## What this task involves
Look through the material below. Copy each line that contains the string "Math".
------------------------------------------------------------
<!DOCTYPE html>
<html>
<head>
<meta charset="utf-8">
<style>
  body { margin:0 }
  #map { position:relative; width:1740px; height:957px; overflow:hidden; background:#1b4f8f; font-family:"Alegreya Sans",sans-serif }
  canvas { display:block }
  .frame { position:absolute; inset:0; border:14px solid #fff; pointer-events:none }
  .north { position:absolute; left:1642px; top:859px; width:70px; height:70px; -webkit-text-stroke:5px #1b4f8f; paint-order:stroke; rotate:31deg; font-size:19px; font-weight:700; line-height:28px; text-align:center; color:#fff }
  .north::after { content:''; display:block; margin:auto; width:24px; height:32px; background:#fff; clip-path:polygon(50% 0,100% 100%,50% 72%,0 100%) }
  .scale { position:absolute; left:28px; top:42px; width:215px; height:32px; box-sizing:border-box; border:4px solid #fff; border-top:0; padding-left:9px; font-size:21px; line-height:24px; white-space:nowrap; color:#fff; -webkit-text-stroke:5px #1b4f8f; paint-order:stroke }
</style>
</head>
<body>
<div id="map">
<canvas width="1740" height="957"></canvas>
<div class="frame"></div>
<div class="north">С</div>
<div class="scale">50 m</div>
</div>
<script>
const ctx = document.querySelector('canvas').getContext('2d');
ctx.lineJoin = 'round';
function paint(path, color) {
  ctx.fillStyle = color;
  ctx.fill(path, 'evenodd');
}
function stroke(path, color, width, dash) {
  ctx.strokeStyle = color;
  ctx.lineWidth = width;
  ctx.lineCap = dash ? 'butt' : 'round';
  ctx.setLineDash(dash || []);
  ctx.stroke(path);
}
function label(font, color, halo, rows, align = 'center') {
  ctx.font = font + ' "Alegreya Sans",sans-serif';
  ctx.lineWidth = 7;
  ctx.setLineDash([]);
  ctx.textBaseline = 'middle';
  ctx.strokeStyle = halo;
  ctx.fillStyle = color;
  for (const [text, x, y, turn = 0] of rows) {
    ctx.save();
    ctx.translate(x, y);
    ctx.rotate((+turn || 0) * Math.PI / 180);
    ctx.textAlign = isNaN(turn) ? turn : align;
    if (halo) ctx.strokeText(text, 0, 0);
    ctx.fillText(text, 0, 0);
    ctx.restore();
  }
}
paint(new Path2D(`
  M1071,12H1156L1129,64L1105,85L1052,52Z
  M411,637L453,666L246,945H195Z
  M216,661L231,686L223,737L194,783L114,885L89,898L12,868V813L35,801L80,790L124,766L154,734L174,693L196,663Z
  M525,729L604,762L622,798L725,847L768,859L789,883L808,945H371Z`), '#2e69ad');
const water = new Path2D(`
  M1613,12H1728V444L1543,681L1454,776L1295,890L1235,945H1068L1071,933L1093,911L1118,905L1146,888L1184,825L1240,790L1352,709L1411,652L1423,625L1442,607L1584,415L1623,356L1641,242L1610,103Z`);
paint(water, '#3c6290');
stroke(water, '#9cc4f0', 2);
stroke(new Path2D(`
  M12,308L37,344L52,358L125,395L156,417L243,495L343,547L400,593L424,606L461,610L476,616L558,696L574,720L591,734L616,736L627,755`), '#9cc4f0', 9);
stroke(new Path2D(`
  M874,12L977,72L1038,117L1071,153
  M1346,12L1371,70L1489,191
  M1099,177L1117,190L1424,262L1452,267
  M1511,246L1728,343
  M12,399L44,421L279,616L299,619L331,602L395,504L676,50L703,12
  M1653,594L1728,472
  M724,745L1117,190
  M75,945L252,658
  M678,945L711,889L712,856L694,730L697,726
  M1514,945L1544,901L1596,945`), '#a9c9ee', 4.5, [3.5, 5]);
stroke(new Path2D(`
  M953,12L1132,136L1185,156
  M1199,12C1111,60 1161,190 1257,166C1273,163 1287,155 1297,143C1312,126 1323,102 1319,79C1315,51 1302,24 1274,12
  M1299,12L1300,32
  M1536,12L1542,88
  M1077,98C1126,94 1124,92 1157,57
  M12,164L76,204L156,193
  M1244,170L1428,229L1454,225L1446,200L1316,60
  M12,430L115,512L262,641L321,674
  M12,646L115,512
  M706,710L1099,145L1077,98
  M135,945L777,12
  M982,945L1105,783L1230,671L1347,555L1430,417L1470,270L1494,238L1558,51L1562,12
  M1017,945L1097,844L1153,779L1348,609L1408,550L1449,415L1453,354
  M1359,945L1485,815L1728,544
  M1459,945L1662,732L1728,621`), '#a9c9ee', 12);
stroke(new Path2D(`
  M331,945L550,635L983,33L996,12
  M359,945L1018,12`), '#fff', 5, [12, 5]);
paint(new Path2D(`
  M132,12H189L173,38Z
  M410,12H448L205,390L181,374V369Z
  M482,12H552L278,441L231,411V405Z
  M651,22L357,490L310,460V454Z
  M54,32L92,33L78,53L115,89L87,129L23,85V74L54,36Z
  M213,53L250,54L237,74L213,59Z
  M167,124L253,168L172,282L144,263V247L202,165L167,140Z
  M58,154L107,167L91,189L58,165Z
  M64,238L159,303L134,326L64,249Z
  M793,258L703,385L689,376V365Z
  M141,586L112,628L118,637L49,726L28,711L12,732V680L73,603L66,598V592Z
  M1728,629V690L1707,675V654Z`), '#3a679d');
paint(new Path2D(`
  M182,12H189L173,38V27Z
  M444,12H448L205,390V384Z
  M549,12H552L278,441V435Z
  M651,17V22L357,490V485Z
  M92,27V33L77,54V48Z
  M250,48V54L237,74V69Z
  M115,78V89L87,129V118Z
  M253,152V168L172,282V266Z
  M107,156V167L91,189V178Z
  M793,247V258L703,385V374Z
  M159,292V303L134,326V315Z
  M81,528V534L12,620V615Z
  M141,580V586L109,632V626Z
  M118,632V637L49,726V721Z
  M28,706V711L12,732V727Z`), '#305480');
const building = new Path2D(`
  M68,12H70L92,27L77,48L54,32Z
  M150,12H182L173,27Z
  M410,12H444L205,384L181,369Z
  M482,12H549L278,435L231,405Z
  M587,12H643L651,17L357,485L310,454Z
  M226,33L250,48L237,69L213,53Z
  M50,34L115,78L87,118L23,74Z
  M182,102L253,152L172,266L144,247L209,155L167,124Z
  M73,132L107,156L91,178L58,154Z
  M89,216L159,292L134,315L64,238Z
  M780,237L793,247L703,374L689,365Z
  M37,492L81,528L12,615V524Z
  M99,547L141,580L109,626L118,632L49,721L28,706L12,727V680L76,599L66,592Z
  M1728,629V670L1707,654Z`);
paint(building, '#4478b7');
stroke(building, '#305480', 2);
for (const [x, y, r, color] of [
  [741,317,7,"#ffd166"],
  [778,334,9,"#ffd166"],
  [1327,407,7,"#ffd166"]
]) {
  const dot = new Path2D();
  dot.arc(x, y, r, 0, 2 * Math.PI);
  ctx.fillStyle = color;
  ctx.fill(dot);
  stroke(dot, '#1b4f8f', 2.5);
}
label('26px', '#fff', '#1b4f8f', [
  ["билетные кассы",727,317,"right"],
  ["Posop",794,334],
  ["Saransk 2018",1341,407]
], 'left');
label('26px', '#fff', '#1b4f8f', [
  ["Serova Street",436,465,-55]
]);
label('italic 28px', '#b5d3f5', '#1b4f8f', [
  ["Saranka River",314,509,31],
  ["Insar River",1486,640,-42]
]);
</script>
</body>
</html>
------------------------------------------------------------
## Output for this task
    ctx.rotate((+turn || 0) * Math.PI / 180);
  dot.arc(x, y, r, 0, 2 * Math.PI);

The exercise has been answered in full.